3 thoughts on “Gaming and the Busy Adult”

  1. Great article Hunter.

    We’ve had the same gaming group for getting on 30 years now and lost one of our old crew to a heart attack a couple of years ago, it’s tough for anyone new to fit into new groups but the advice here is absolutely spot on. ‘There’s fun to be had in all types of games’ as you rightly say.


  2. On thing to keep in mind is that having kids is not always a detriment to playing. If you find other parents who want to play then a playdate for the adults can also be aplay date for the kids. And who doesn’t love it when the kids play so hard they pass out a little early for the night?

  3. One important factor to consider: when you join an established group, be prepared to accept that you may well be a second-class citizen for a while until the new group dynamic stabilizes. Sometimes, that new dynamic never comes into being. When you realize that you’re not gelling with the new crew, it’s probably a good idea to withdraw.

    As a practical example, I met a DM in my local game store and was invited to join his regular group – lads that had been playing together for twenty years. After a few sessions, I realized that the other two ‘new lads’ and I weren’t treated as equals. Our PCs weren’t integrated into long-term plots. Our abilities were nerfed by the DM to ensure that we’d never ‘outshine’ the main characters. The loot was always PC-specific, and unusable by anyone but the original players’ PCs, etc. There were other factors that made it a less-than-ideal gaming experience (e.g., bizarre house rules, the DM ‘playing’ his own PC, etc.), but it was the steadfast refusal from the regulars to treat anyone new as a peer that broke the group apart.

    I’m not looking to discourage anyone; only to point out that new groups tend to be hit-and-miss (and not in the THAC0 sense).
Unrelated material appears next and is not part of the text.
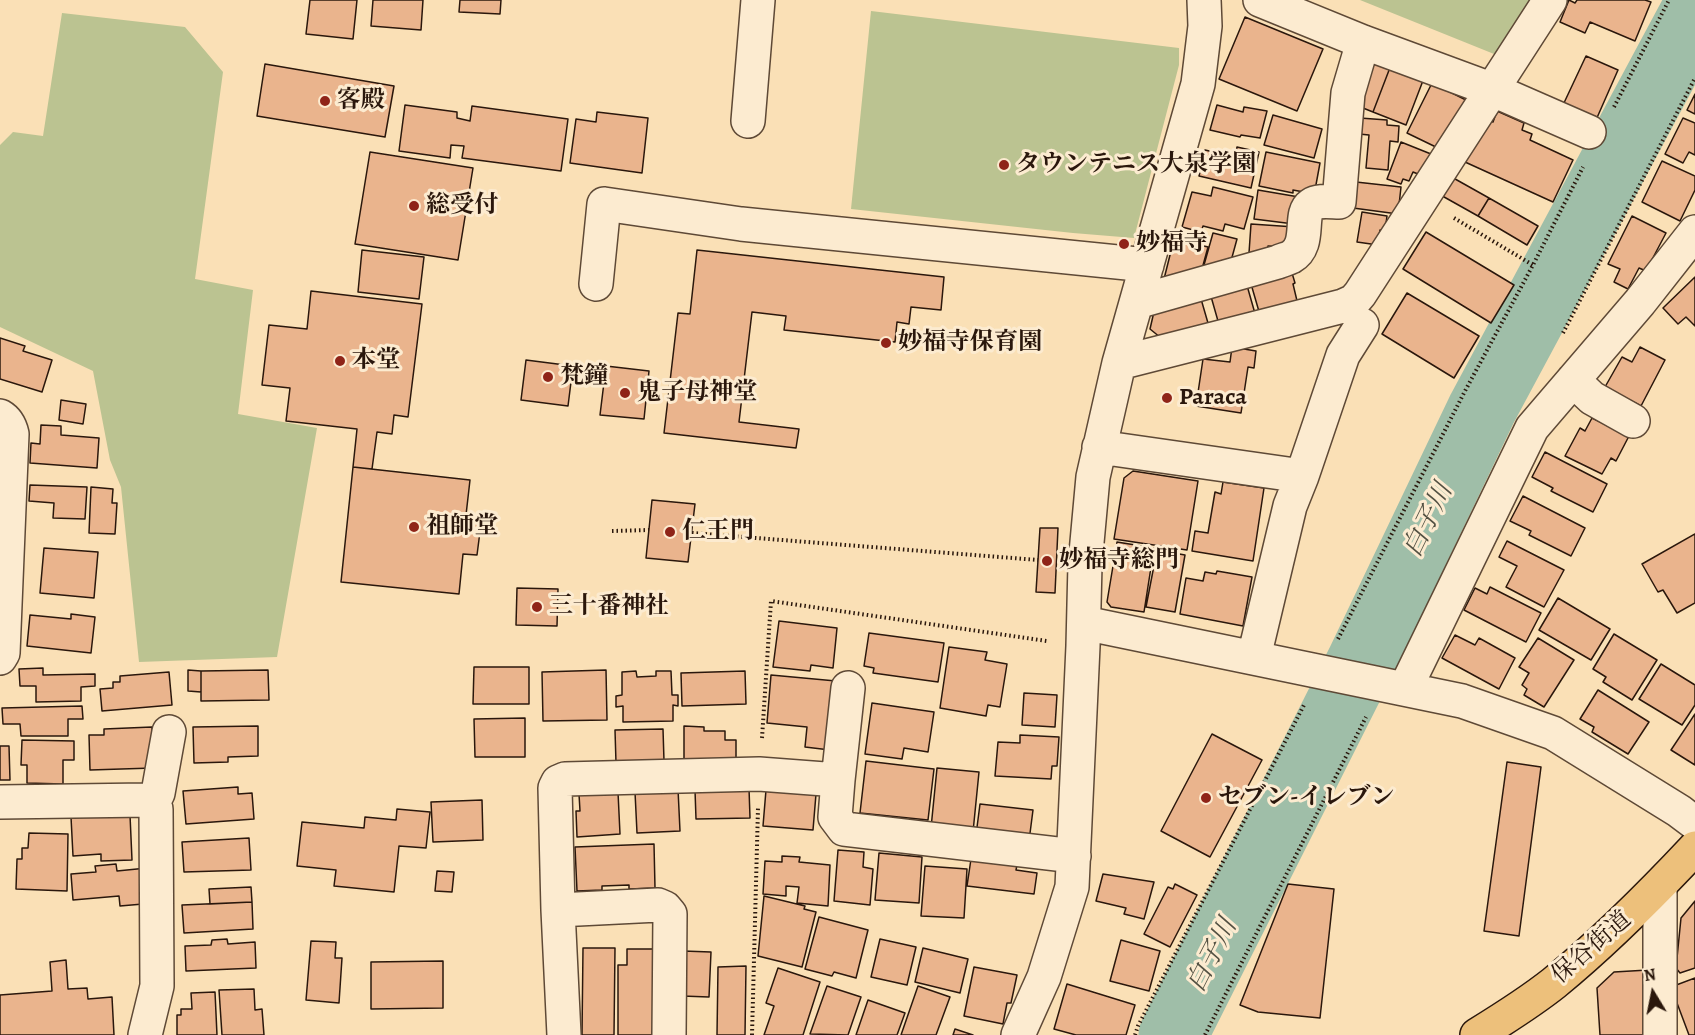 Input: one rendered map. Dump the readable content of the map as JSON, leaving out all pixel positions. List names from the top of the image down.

It’s always a little rough to integrate with a new crew, but don’t invest more than 5 or 6 sessions with a group where you don’t feel welcomed. Ask for a a glorious in-game death, thank everyone for the opportunity, and then try another group.

    As a working adult, your free time is precious. If you’re not truly welcome in a gaming group, don’t feel obligated to keep trudging along as the unwanted squire in the back-ranks just for the sake of being in a game. There are always better, more friendly groups out there.

    Best of luck.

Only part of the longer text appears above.